* [Source data]:
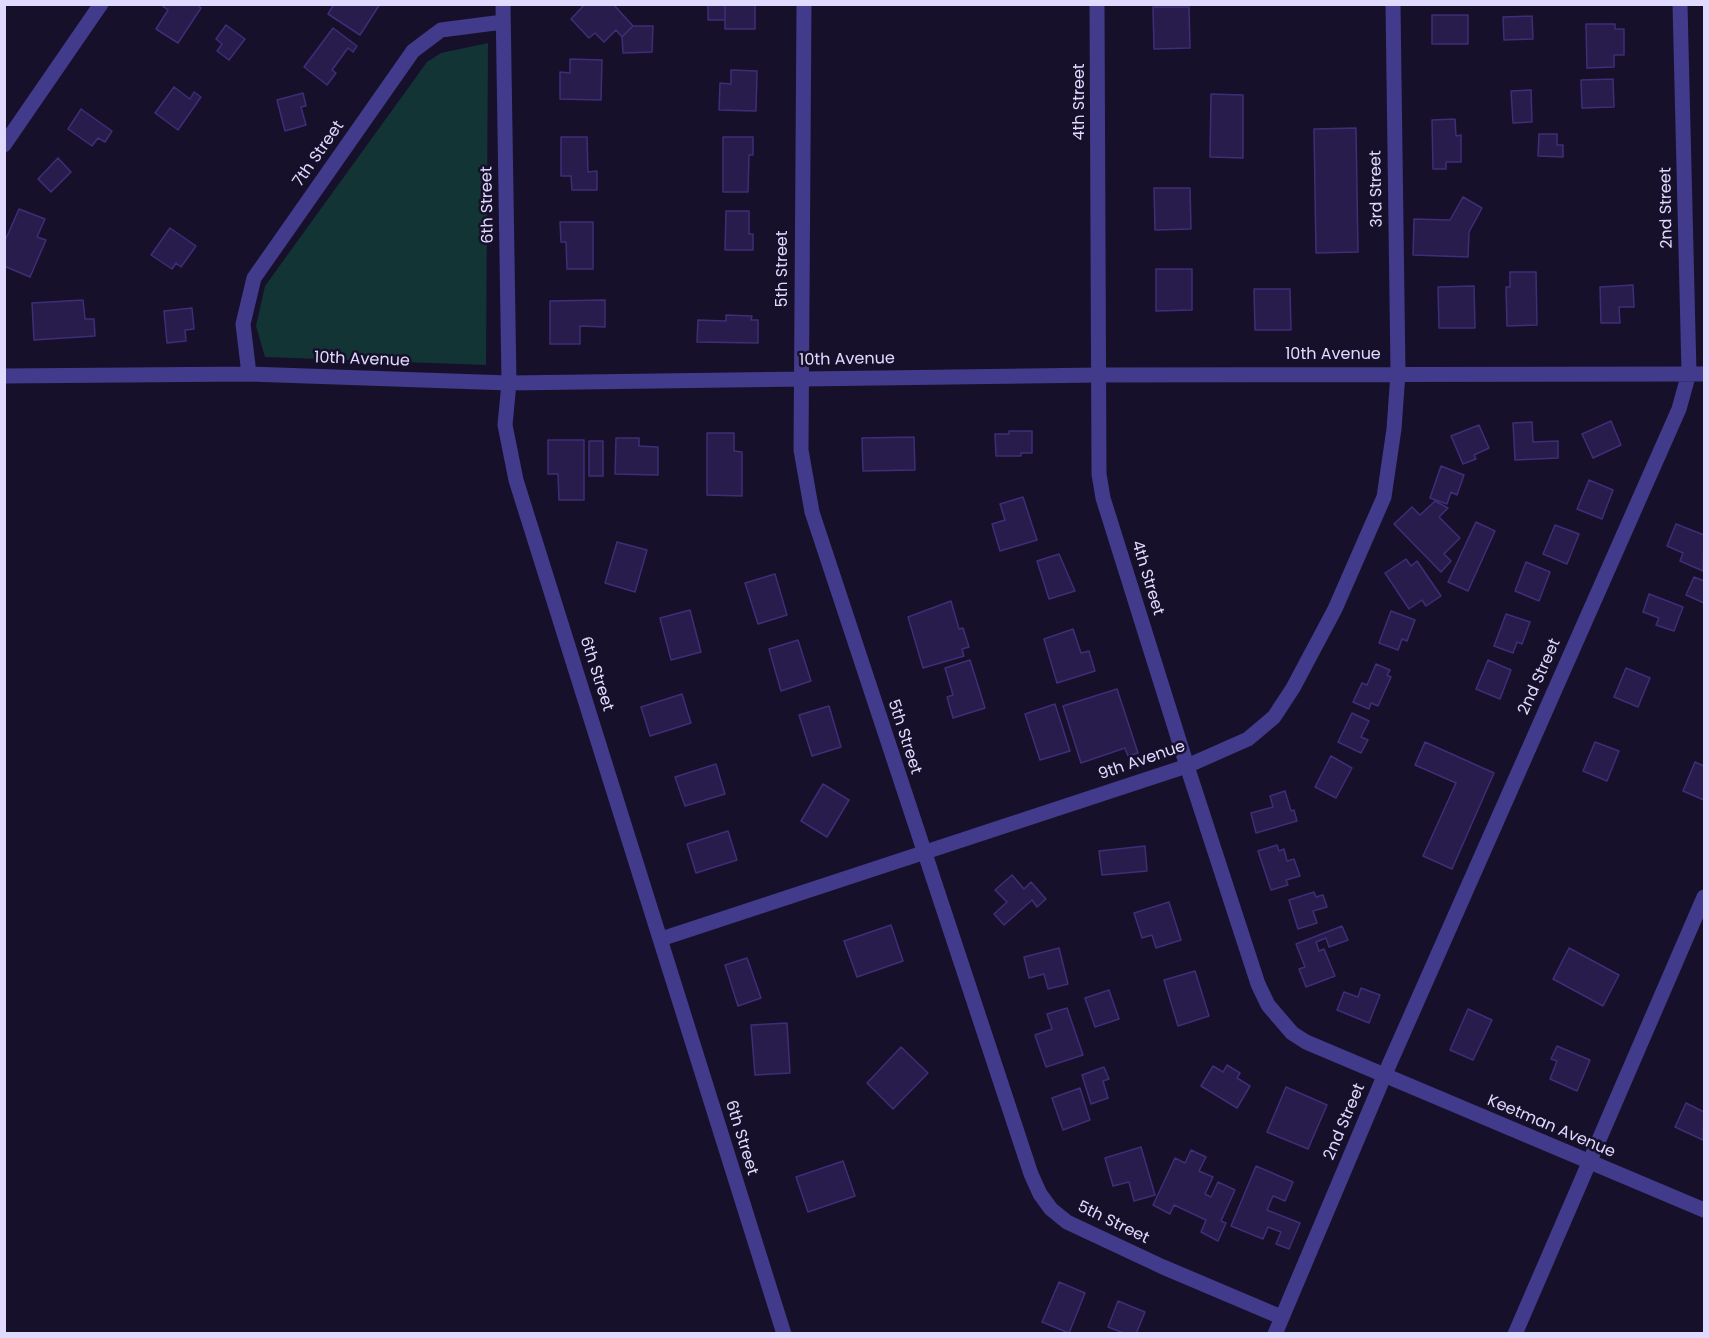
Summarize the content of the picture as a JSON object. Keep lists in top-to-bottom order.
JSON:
{
  "streets": {
    "street": [
      "4th Street",
      "7th Street",
      "3rd Street",
      "6th Street",
      "2nd Street",
      "5th Street",
      "10th Avenue",
      "9th Avenue",
      "Keetman Avenue"
    ]
  },
  "crossings": [
    ["4th Street", "2nd Street"],
    ["4th Street", "10th Avenue"],
    ["4th Street", "9th Avenue"],
    ["4th Street", "Keetman Avenue"],
    ["7th Street", "6th Street"],
    ["7th Street", "10th Avenue"],
    ["3rd Street", "10th Avenue"],
    ["3rd Street", "9th Avenue"],
    ["6th Street", "10th Avenue"],
    ["6th Street", "9th Avenue"],
    ["2nd Street", "5th Street"],
    ["2nd Street", "10th Avenue"],
    ["2nd Street", "Keetman Avenue"],
    ["5th Street", "10th Avenue"],
    ["5th Street", "9th Avenue"],
    ["10th Avenue", "9th Avenue"]
  ]
}
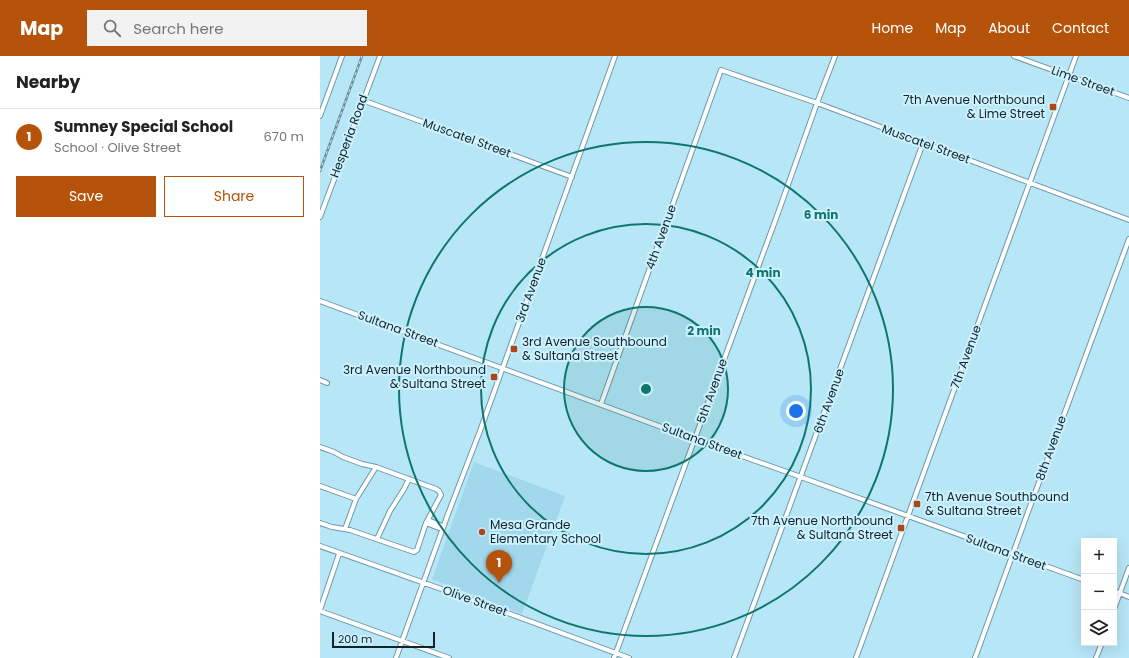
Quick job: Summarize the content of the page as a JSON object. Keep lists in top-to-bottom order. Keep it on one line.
{"streets":{"street":["Lime Street","Hesperia Road","Muscatel Street","4th Avenue","3rd Avenue","Sultana Street","7th Avenue","5th Avenue","6th Avenue","8th Avenue","Olive Street"]},"crossings":[["Lime Street","7th Avenue"],["Hesperia Road","Muscatel Street"],["Muscatel Street","4th Avenue"],["Muscatel Street","3rd Avenue"],["Muscatel Street","7th Avenue"],["Muscatel Street","5th Avenue"],["Muscatel Street","6th Avenue"],["4th Avenue","Sultana Street"],["3rd Avenue","Sultana Street"],["3rd Avenue","Olive Street"],["Sultana Street","7th Avenue"],["Sultana Street","5th Avenue"],["Sultana Street","6th Avenue"],["Sultana Street","8th Avenue"],["5th Avenue","Olive Street"]],"places":{"transit":["7th Avenue Northbound & Lime Street","3rd Avenue Southbound & Sultana Street","3rd Avenue Northbound & Sultana Street","7th Avenue Southbound & Sultana Street","7th Avenue Northbound & Sultana Street"],"other":["Mesa Grande Elementary School"]},"scale_bar":"200 m","page":{"header":"Map","search":"Search here","nav":["Home","Map","About","Contact"],"heading":"Nearby","list":[{"mark":"1","name":"Sumney Special School","note":"School · Olive Street","value":"670 m"}],"buttons":["Save","Share"],"map_buttons":["+","−"],"pins":"1","scale":"200 m"},"rings":["6 min","4 min","2 min"]}
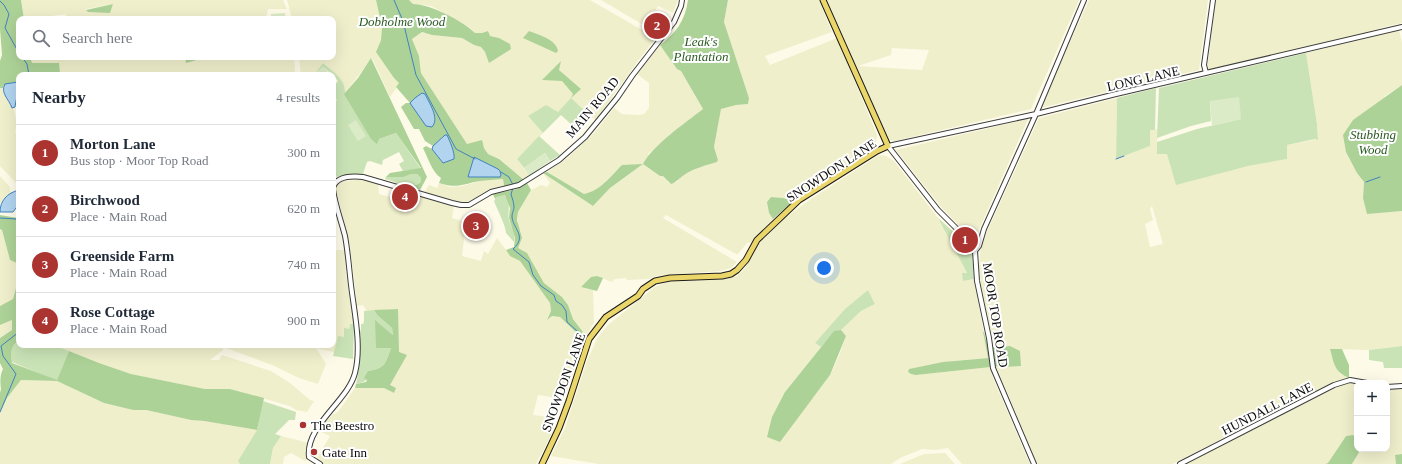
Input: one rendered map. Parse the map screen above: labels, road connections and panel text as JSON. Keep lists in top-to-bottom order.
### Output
{
  "streets": {
    "main road": ["SNOWDON LANE"],
    "street": [
      "LONG LANE",
      "MAIN ROAD",
      "MOOR TOP ROAD",
      "HUNDALL LANE"
    ]
  },
  "crossings": [
    ["LONG LANE", "SNOWDON LANE"],
    ["LONG LANE", "MOOR TOP ROAD"],
    ["SNOWDON LANE", "MOOR TOP ROAD"]
  ],
  "parks": ["Dobholme Wood", "Leak's Plantation", "Stubbing Wood"],
  "places": ["The Beestro", "Gate Inn"],
  "page": {
    "pins": [
      "2",
      "4",
      "3",
      "1"
    ],
    "search": "Search here",
    "heading": ["Nearby", "4 results"],
    "list": [
      {
        "mark": "1",
        "name": "Morton Lane",
        "note": "Bus stop · Moor Top Road",
        "value": "300 m"
      },
      {
        "mark": "2",
        "name": "Birchwood",
        "note": "Place · Main Road",
        "value": "620 m"
      },
      {
        "mark": "3",
        "name": "Greenside Farm",
        "note": "Place · Main Road",
        "value": "740 m"
      },
      {
        "mark": "4",
        "name": "Rose Cottage",
        "note": "Place · Main Road",
        "value": "900 m"
      }
    ],
    "map_buttons": ["+", "−"]
  }
}
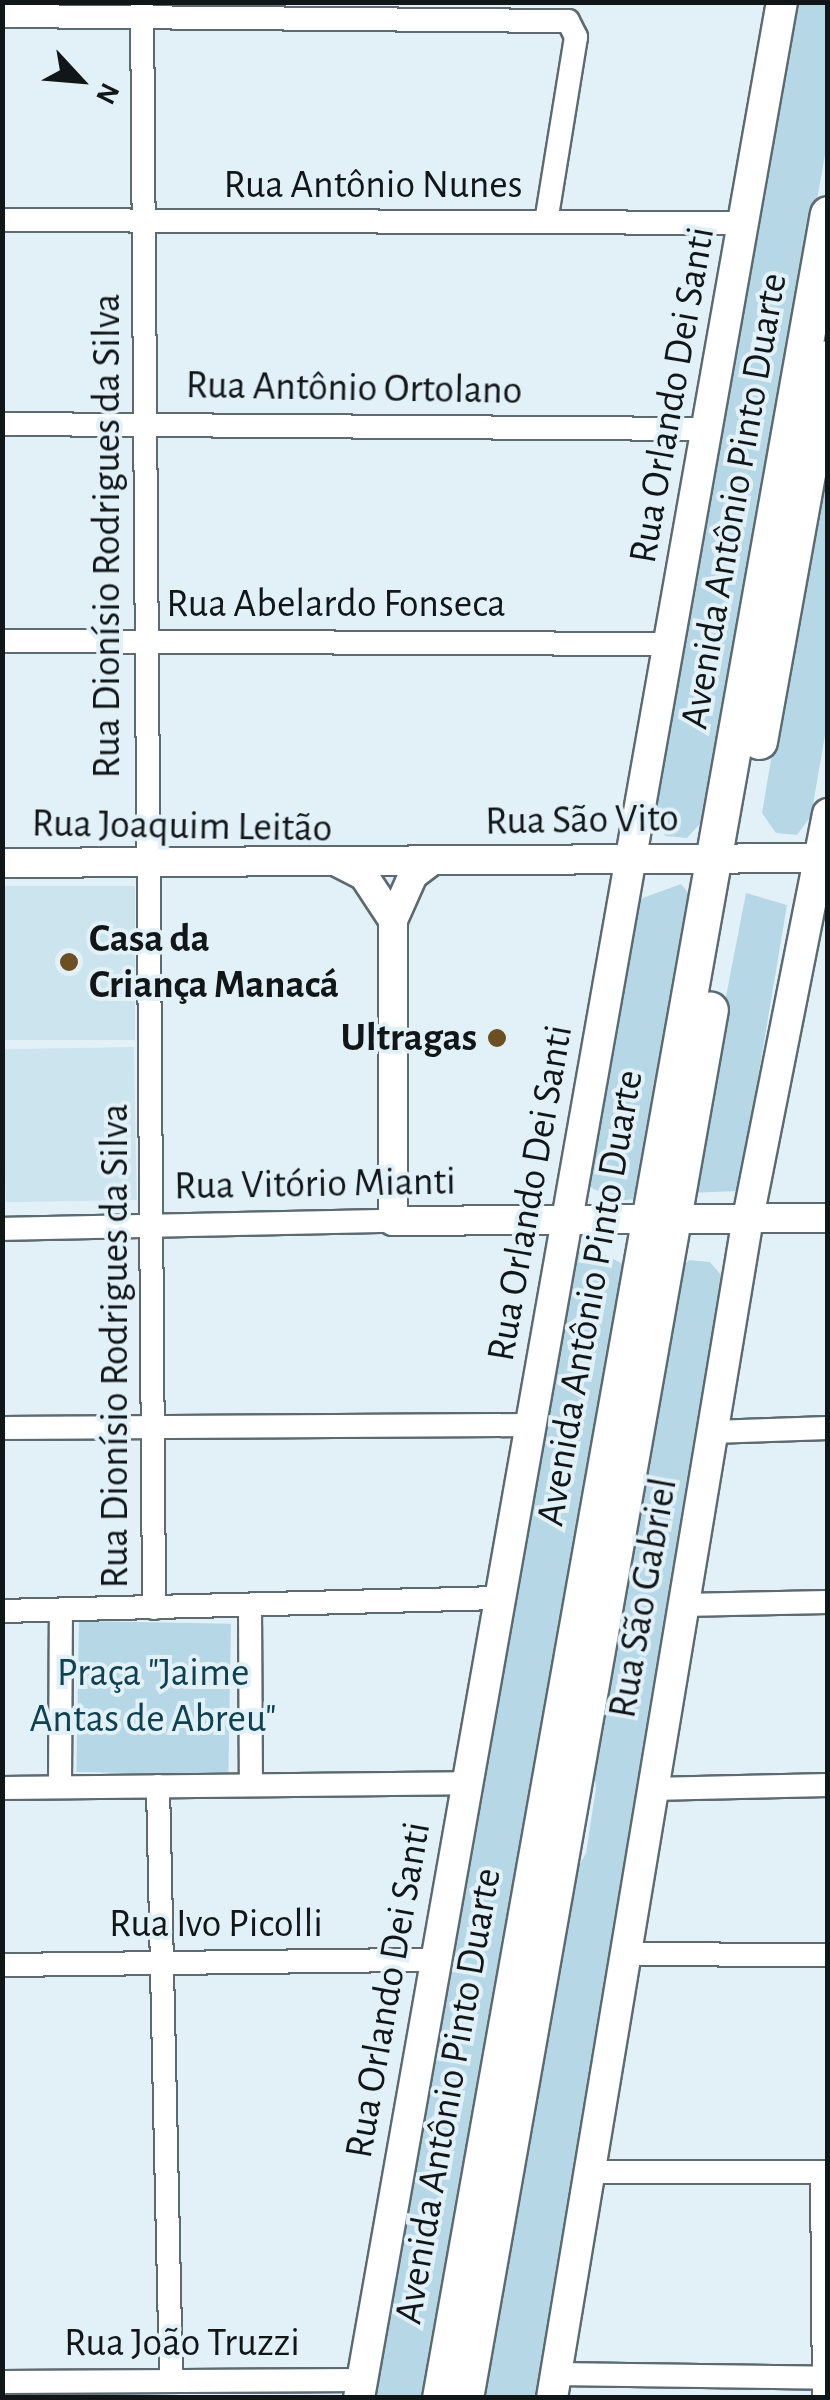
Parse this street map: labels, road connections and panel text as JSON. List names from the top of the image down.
{
  "streets": {
    "main road": ["Rua Orlando Dei Santi", "Avenida Antônio Pinto Duarte", "Rua São Gabriel"],
    "street": [
      "Rua Antônio Nunes",
      "Rua Antônio Ortolano",
      "Rua Dionísio Rodrigues da Silva",
      "Rua Abelardo Fonseca",
      "Rua São Vito",
      "Rua Joaquim Leitão",
      "Rua Vitório Mianti",
      "Rua Ivo Picolli",
      "Rua João Truzzi"
    ]
  },
  "crossings": [
    ["Rua Antônio Nunes", "Rua Orlando Dei Santi"],
    ["Rua Antônio Nunes", "Rua Dionísio Rodrigues da Silva"],
    ["Rua Antônio Ortolano", "Rua Orlando Dei Santi"],
    ["Rua Antônio Ortolano", "Rua Dionísio Rodrigues da Silva"],
    ["Rua Orlando Dei Santi", "Rua Abelardo Fonseca"],
    ["Rua Orlando Dei Santi", "Rua São Vito"],
    ["Rua Orlando Dei Santi", "Rua Vitório Mianti"],
    ["Rua Orlando Dei Santi", "Rua Ivo Picolli"],
    ["Rua Orlando Dei Santi", "Rua João Truzzi"],
    ["Avenida Antônio Pinto Duarte", "Rua São Vito"],
    ["Avenida Antônio Pinto Duarte", "Rua Vitório Mianti"],
    ["Rua Dionísio Rodrigues da Silva", "Rua Abelardo Fonseca"],
    ["Rua Dionísio Rodrigues da Silva", "Rua Joaquim Leitão"],
    ["Rua Dionísio Rodrigues da Silva", "Rua Vitório Mianti"],
    ["Rua São Vito", "Rua Joaquim Leitão"],
    ["Rua São Vito", "Rua São Gabriel"],
    ["Rua Vitório Mianti", "Rua São Gabriel"]
  ],
  "parks": ["Praça \"Jaime Antas de Abreu\""],
  "places": ["Casa da Criança Manacá", "Ultragas"],
  "north": "bottom right"
}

* [Goal of the exercise]:
The records are above. How many lines in them contain the word "Truzzi"? Give the number alone.

* [Exercise response]:
2